To answer the question literally. It is not always true that x == x
double zero = 0.0;
double a[] = { 0,0,0,0,0, zero/zero}; // NaN
cout << (a[5] == 5[a] ? "true" : "false") << endl;
prints
false
I just find out this ugly syntax could be "useful", or at least very fun to play with when you want to deal with an array of indexes which refer to positions into the same array. It can replace nested square brackets and make the code more readable !
int a[] = { 2 , 3 , 3 , 2 , 4 };
int s = sizeof a / sizeof *a; // s == 5
for(int i = 0 ; i < s ; ++i) {
cout << a[a[a[i]]] << endl;
// ... is equivalent to ...
cout << i[a][a][a] << endl; // but I prefer this one, it's easier to increase the level of indirection (without loop)
}
Of course, I'm quite sure that there is no use case for that in real code, but I found it interesting anyway :)
Nice question/answers.
Just want to point out that C pointers and arrays are not the same, although in this case the difference is not essential.
Consider the following declarations:
int a[10];
int* p = a;
In a.out, the symbol a is at an address that's the beginning of the array, and symbol p is at an address where a pointer is stored, and the value of the pointer at that memory location is the beginning of the array.
For pointers in C, we have
a[5] == *(a + 5)
and also
5[a] == *(5 + a)
Hence it is true that a[5] == 5[a].
Not an answer, but just some food for thought.

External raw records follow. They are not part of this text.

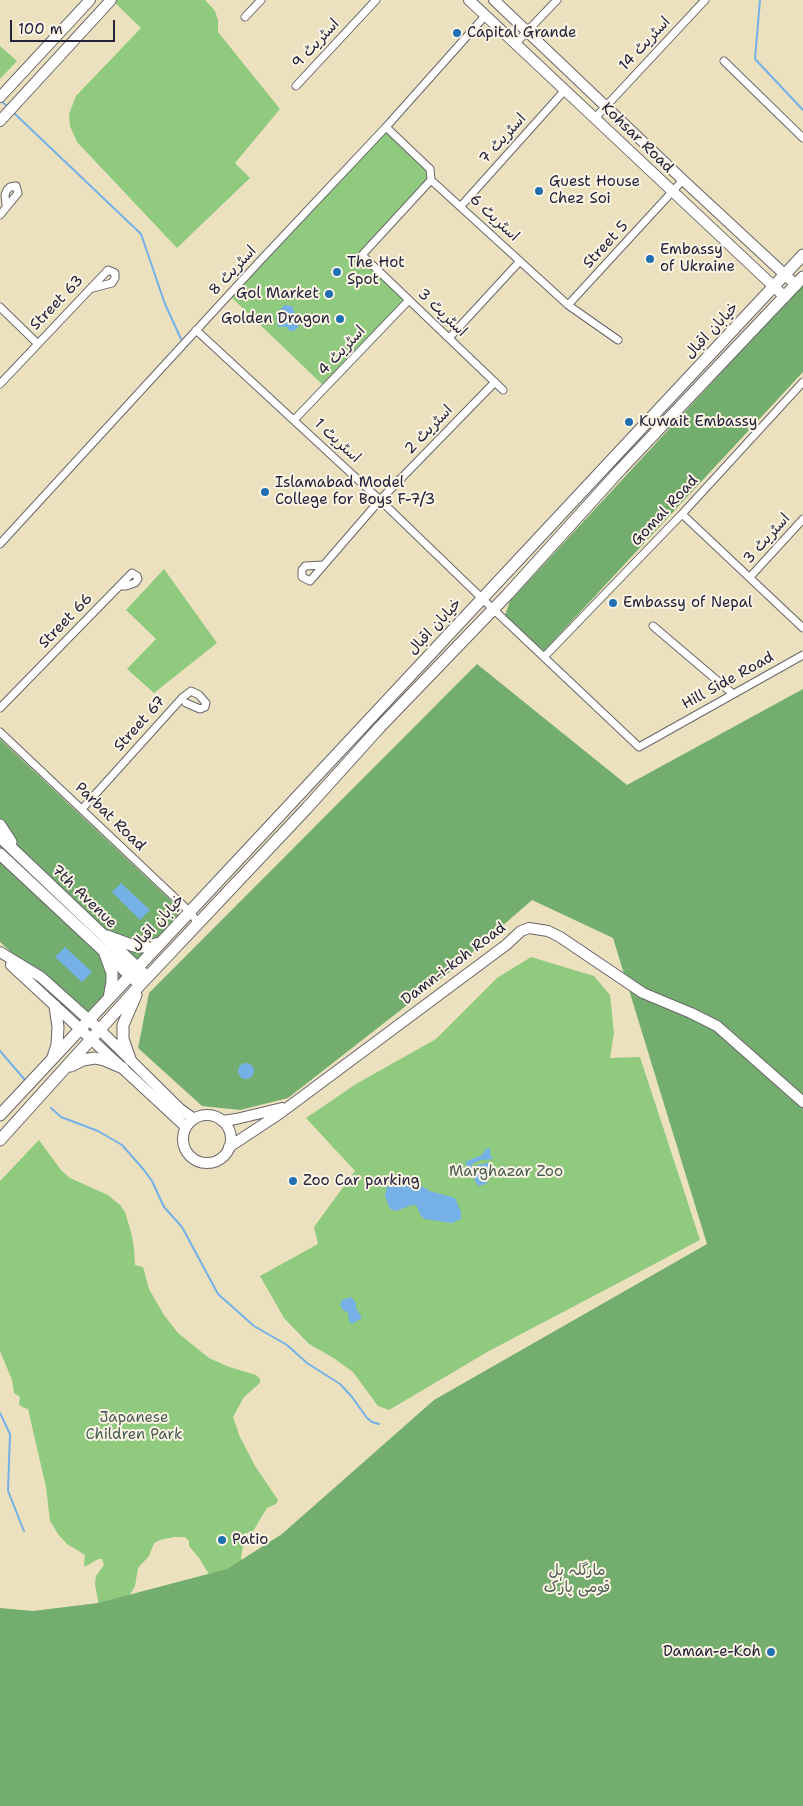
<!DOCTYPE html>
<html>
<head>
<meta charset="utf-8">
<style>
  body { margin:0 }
  #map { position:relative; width:803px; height:1806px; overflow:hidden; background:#ece1bf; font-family:"Shantell Sans",sans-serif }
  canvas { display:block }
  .scale { position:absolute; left:10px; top:20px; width:105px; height:22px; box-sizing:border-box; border:2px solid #22223b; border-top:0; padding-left:6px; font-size:15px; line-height:18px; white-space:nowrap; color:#22223b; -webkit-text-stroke:4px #fcf5e5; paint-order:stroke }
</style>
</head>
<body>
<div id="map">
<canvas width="803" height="1806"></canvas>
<div class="scale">100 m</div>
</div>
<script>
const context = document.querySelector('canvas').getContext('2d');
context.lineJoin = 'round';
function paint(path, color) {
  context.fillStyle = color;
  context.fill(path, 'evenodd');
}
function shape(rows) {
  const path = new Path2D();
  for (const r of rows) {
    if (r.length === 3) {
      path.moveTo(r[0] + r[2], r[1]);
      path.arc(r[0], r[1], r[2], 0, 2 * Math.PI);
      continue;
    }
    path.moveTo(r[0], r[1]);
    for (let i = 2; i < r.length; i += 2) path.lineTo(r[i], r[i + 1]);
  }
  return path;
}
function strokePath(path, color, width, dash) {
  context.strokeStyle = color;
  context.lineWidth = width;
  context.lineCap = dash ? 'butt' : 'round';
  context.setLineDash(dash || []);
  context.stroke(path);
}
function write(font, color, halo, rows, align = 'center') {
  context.font = font + ' "Shantell Sans","Playpen Sans Arabic",sans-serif';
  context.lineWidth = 4;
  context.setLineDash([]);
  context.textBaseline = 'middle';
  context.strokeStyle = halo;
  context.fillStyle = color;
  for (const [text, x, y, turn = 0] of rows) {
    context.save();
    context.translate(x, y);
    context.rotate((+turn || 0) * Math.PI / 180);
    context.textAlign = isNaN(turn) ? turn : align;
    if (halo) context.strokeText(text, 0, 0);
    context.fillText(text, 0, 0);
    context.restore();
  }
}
const green = shape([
  [112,0,205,0,215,11,218,20,218,32,280,109,235,163,250,178,177,248,77,142,70,126,69,114,76,96,141,28],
  [0,46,17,61,0,79],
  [386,127,430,169,431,180,362,255,409,300,326,388,229,295],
  [164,569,217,643,154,693,127,669,156,639,126,610],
  [531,957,594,976,610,995,614,1033,610,1058,640,1057,700,1240,489,1351,389,1410,378,1406,353,1372,332,1357,309,1344,284,1318,260,1276,318,1244,314,1227,355,1171,306,1118,356,1084,436,1039,497,978],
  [39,1140,61,1170,70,1178,108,1195,120,1205,125,1212,131,1232,134,1248,135,1265,143,1267,149,1289,164,1315,178,1333,209,1358,229,1367,256,1375,260,1379,260,1383,244,1397,233,1417,240,1437,255,1466,278,1500,276,1504,267,1508,252,1533,245,1533,241,1558,243,1565,210,1576,199,1558,189,1546,189,1541,185,1537,174,1537,160,1540,154,1543,149,1556,138,1568,135,1586,121,1610,99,1606,95,1584,96,1576,104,1565,102,1559,98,1559,86,1566,84,1566,85,1555,67,1544,58,1534,50,1521,46,1487,28,1409,22,1407,19,1404,20,1397,14,1393,12,1380,0,1351,0,1181]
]);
const forest = shape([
  [803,284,803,372,544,651,514,625,505,615,510,601],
  [477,664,627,785,803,689,803,1806,0,1806,0,1608,33,1611,98,1603,227,1569,282,1534,434,1400,707,1244,613,938,532,900,452,970,288,1098,240,1110,202,1106,138,1048,149,993],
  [0,739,182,911,82,1018,0,942]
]);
const water = shape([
  [284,305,292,306,299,326,294,331,290,331,287,327,279,327,277,324,276,316],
  [121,883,150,910,140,920,112,892],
  [65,947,92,972,82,982,55,957],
  [246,1071,8],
  [490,1148,490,1154,493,1159,480,1160,471,1165,476,1169,477,1165,485,1164,487,1162,493,1165,494,1169,492,1172,494,1175,490,1175,486,1184,478,1186,465,1162,482,1155,486,1149],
  [402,1180,410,1180,430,1191,455,1198,461,1212,461,1219,452,1223,425,1219,421,1216,416,1205,412,1205,396,1211,390,1209,385,1196,387,1187,394,1181],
  [351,1297,356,1303,356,1308,362,1318,352,1324,349,1321,348,1312,344,1311,340,1305,342,1300]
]);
const stream = shape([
  [760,0,755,59,803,110],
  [3,103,6,105],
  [15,114,141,234,165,304,181,339],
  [0,1051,25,1080],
  [51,1108,61,1117,98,1131,122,1145,144,1170,152,1181,164,1207,182,1227,218,1294,254,1326,287,1345,307,1363,340,1384,352,1397,367,1418,372,1422,379,1424],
  [0,1413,10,1434,8,1491,24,1531]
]);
const street = shape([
  [245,17,261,0],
  [516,43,557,0],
  [724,61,803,138],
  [296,86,376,0],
  [595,118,705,0],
  [386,127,430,169,431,180],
  [431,180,362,255,503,390],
  [431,180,568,305,618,340],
  [461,206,565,90],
  [0,215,18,193,16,186,10,187,7,190,5,195,6,205],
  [568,305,683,180],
  [0,307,38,344],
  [196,330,380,500,493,609,639,747,803,655],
  [449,338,520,261],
  [0,384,108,270,115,273,115,278,112,283,93,288],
  [294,420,409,300],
  [682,514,803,628],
  [0,544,259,262,386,127,485,16],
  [323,565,305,566,302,570,302,577,310,581,380,500,495,382],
  [750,577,803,519],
  [653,626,733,694],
  [544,657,682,514,803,382],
  [0,708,132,573,137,576,138,579,135,583,126,586,121,586],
  [0,732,189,911,199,924],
  [82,809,182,698,191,691,199,695,206,703,205,707,200,709,186,703]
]);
const secondary = shape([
  [469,0,785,297],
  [494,0,683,180,796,285],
  [0,97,90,0],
  [0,121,111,0],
  [0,952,41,977,99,1029,180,1109,194,1119],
  [11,965,186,1127],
  [207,1139,24],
  [222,1121,236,1119,282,1108],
  [229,1147,279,1114,506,945,521,931,529,928,548,931,560,937,643,993,691,1013,717,1026,803,1102]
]);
const primary = shape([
  [0,825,11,842],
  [0,837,143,973],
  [0,854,136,981],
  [107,936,134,946,143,947,160,943],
  [104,951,112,973,112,982,109,998],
  [53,1057,57,1045,58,1027,55,1006],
  [130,1059,123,1039,123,1025,136,995],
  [71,1066,83,1060,95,1058,104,1060,123,1068],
  [0,1115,803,255],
  [0,1140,140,985,306,809,379,728,508,594,621,469,803,277]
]);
const markers = [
  [457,33,5,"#1f6fb2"],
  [539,191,5,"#1f6fb2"],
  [650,259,5,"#1f6fb2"],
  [337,272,5,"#1f6fb2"],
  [329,294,5,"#1f6fb2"],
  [340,319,5,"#1f6fb2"],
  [629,422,5,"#1f6fb2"],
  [265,492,5,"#1f6fb2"],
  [613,603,5,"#1f6fb2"],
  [293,1181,5,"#1f6fb2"],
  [222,1540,5,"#1f6fb2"],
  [771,1652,5,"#1f6fb2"]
];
const poiNames = [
  ["Capital Grande",467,33],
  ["Guest House",549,182],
  ["Chez Soi",549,199],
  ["Embassy",660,250],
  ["of Ukraine",660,267],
  ["The Hot",347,263],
  ["Spot",347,280],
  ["Gol Market",319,294,"right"],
  ["Golden Dragon",330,319,"right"],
  ["Kuwait Embassy",639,422],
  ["Islamabad Model",275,483],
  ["College for Boys F-7/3",275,500],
  ["Embassy of Nepal",623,603],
  ["Zoo Car parking",303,1181],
  ["Patio",232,1540],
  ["Daman-e-Koh",761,1652,"right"]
];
const streetNames = [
  ["اسٹریٹ 9",316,44,-47],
  ["اسٹریٹ 14",645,44,-47],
  ["Kohsar Road",637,138,44],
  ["اسٹریٹ 7",503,139,-48],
  ["اسٹریٹ 6",494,218,43],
  ["Street 5",606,245,-47],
  ["اسٹریٹ 8",233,271,-47],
  ["Street 63",57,303,-46],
  ["اسٹریٹ 3",442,313,44],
  ["خیابان اقبال",712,331,-47],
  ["اسٹریٹ 4",342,351,-47],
  ["اسٹریٹ 2",429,430,-46],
  ["اسٹریٹ 1",337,441,43],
  ["Gomal Road",665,511,-47],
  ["اسٹریٹ 3",767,539,-48],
  ["Street 66",66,621,-46],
  ["خیابان اقبال",435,627,-47],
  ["Hill Side Road",728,681,-29],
  ["Street 67",140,724,-48],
  ["Parbat Road",110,817,44],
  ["7th Avenue",84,897,44],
  ["خیابان اقبال",158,923,-47],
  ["Damn-i-koh Road",454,964,-37]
];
const parkNames = [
  ["Marghazar Zoo",506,1172],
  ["Japanese",134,1418],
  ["Children Park",134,1435],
  ["مارگلہ ہل",577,1571],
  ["قومی پارک",577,1588]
];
paint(green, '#90ca7f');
paint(forest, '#74ae6e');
paint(water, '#75b1e7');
strokePath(stream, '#75b1e7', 2);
strokePath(street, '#696569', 9);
strokePath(secondary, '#696569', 12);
strokePath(primary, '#696569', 13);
strokePath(street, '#fff', 7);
strokePath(secondary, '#fff', 10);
strokePath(primary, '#fff', 11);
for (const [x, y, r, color] of markers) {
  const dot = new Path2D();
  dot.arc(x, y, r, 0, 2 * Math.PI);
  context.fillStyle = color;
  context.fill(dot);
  strokePath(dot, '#fcf5e5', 2);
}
write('15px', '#22223b', '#fcf5e5', poiNames, 'left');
write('15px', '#22223b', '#fcf5e5', streetNames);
write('15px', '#485d53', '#fcf5e5', parkNames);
</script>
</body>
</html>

If class is having overloaded index/subscript operator, the expression 0[x] will not work:
class Sub
{
public:
int operator [](size_t nIndex)
{
return 0;
}
};
int main()
{
Sub s;
s[0];
0[s]; // ERROR
}
Since we dont have access to int class, this cannot be done:
class int
{
int operator[](const Sub&);
};
It has very good explanation in A TUTORIAL ON POINTERS AND ARRAYS IN C
by Ted Jensen.
Ted Jensen explained it as:
In fact, this is true, i.e wherever one writes a[i] it can be
replaced with *(a + i) without any problems. In fact, the compiler
will create the same code in either case. Thus we see that pointer
arithmetic is the same thing as array indexing. Either syntax produces
the same result.
This is NOT saying that pointers and arrays
are the same thing, they are not. We are only saying that to identify
a given element of an array we have the choice of two syntaxes, one
using array indexing and the other using pointer arithmetic, which
yield identical results.
Now, looking at this last
expression, part of it.. (a + i), is a simple addition using the +
operator and the rules of C state that such an expression is
commutative. That is (a + i) is identical to (i + a). Thus we could
write *(i + a) just as easily as *(a + i).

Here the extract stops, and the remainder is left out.